Состав (что скрывать? Уже всё в былом!): Лёня Морозов, Юра Пучинский, Вова Кузьмин и мой друг солист Юра Мещеряков.
И был такой вечер, когда группе впервые предложили обслужить областную встречу колхозников в центральном ресторане города – «Доме крестьянина».
«Кентавры» пригласили меня с собой. Ведь я писал им тексты песен. В основном они пели песни «Битлз», но и кое-что своё. В том числе и на мои тексты.
Так что в тот вечер мы «прорвались в ресторан»!!!
Нам выделили отдельный столик и моё личное знакомство с миром настоящей живой музыки состоялось! И оно того стоило! За один этот вечер я узнал о себе, о нас, о стране, об искусстве больше, чем за всю остальную жизнь!
Да! Это святая святых!
Шаинский! Бесконечно мудрый Шаинский был бесконечно прав!

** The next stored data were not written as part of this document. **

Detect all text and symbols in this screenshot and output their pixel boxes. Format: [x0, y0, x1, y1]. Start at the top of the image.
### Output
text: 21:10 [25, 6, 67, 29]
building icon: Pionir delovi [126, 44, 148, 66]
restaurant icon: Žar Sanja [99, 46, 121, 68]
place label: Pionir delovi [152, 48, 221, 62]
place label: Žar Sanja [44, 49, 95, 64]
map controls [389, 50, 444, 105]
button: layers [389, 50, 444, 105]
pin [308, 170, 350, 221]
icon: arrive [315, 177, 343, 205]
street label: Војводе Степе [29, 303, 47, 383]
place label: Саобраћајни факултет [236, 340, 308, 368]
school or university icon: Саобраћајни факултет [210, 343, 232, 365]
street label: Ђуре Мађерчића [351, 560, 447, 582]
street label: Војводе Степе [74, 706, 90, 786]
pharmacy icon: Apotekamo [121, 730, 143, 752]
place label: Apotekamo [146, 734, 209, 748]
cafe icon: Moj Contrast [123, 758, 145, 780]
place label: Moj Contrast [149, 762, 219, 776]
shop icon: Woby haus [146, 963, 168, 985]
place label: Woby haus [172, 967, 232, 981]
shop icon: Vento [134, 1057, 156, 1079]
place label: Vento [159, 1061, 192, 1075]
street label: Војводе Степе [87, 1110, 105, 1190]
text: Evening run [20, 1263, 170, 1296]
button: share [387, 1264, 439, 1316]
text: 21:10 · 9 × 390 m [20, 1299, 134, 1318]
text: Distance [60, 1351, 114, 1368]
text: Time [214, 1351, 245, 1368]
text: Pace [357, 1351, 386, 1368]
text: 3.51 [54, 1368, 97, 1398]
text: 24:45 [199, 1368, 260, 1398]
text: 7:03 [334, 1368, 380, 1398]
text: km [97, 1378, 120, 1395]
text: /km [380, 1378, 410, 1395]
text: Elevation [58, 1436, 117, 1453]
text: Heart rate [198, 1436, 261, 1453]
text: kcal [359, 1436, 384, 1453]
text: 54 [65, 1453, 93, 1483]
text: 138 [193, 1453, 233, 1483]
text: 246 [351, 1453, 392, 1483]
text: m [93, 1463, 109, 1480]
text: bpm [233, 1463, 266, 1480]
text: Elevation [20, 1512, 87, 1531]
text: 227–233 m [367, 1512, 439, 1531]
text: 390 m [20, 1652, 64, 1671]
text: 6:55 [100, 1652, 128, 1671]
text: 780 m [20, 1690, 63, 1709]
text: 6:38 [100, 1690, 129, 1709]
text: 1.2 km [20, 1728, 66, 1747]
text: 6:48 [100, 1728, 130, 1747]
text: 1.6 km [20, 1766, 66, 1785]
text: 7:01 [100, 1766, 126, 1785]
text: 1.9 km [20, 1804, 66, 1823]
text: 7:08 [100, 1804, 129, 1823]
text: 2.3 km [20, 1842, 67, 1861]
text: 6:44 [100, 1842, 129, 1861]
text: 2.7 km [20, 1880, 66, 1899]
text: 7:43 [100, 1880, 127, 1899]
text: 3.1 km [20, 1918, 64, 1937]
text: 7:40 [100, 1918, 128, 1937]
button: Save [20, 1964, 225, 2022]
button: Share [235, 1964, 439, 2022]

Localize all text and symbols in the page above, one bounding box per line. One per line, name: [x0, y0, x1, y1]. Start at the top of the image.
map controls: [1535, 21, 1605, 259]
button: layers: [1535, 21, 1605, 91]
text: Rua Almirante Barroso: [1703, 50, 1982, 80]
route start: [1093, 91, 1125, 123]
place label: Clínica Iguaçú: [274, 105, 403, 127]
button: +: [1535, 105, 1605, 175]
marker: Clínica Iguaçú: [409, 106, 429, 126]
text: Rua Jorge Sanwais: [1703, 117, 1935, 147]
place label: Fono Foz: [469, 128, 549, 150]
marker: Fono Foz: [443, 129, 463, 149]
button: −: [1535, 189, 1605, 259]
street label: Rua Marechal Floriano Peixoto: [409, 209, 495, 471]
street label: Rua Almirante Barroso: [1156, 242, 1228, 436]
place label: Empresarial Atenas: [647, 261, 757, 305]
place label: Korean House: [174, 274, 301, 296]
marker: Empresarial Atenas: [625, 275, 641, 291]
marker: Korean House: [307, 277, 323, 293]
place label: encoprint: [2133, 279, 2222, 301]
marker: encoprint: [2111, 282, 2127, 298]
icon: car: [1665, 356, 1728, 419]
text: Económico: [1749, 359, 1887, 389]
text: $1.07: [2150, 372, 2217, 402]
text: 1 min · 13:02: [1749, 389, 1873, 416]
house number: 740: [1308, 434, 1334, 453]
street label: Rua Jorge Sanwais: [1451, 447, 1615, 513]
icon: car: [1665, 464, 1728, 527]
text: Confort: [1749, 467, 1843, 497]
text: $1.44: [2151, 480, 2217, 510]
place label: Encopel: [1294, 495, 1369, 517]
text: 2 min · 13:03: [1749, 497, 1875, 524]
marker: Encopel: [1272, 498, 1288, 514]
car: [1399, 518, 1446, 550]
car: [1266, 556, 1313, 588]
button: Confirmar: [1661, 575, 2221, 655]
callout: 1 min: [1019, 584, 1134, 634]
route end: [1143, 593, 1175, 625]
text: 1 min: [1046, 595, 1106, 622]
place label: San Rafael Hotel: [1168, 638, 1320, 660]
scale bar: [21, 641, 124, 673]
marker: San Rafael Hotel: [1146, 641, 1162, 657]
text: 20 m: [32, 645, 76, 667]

Колхозный слёт области проходил в каком то официальном зале города. А в шесть вечера ресторан «Дом Крестьянина» широко распахнул свои двери и мощный поток награждённых передовиков и председателей колхозов вломился в зал!
Тут надо отдельно рассказать об убранстве столов ресторана ДО открытия дверей.
Приборы. Чаши с фруктами. Фужеры. Рюмки. Стопки. Белейшие салфетки. Сверкающая сталь приборов. Минералка. Соки. Какие то приправки и присыпки в роскошных вазочках и кувшинчиках и по центрам столов массивные ряды бутылок с коньяком, водкой, винами…
И когда поток празднующих свой слёт победителей областных и районных состязаний в надоях и уборочной страде наконец ворвался в зало и разместился по местам, мой ансамбль грянул заготовленное вступление из «Битлз» на чистейшем английском, и когда через три минуты они завершили я обнаружил, что весь этот зал абсолютно пьян!
Вся масса напилась за три первых минуты!
И вот тут и наступил момент истины!!
И открылось мне великое тайное знание!
Зал желал!!
Вся эта масса колхозников и колхозниц желала!!
И хлеба и вина было в избытке.
И снующие официанты не позволяли водке закончиться.
А масса желала … танцевать!
И там я впервые ясно ощутил эту власть массы в ресторане.
И осознал, что именно умели делать в совершенстве и моя мама, и мой папа.
На их концертах в зонах сидела мрачная изнурённая и разъярённая масса зека.
И они обращались к артистам.
Они просили!
«Жди меня!»
И мама читала им «Жди меня» Симонова.
Всё. Три раза. Полностью. С чувством.
Так, словно читает перед казнью.
Перед тем как упасть расстрелянной!
И зал мужчин с невероятными сроками рыдал, когда она читала. Зал молчал и давился слезами!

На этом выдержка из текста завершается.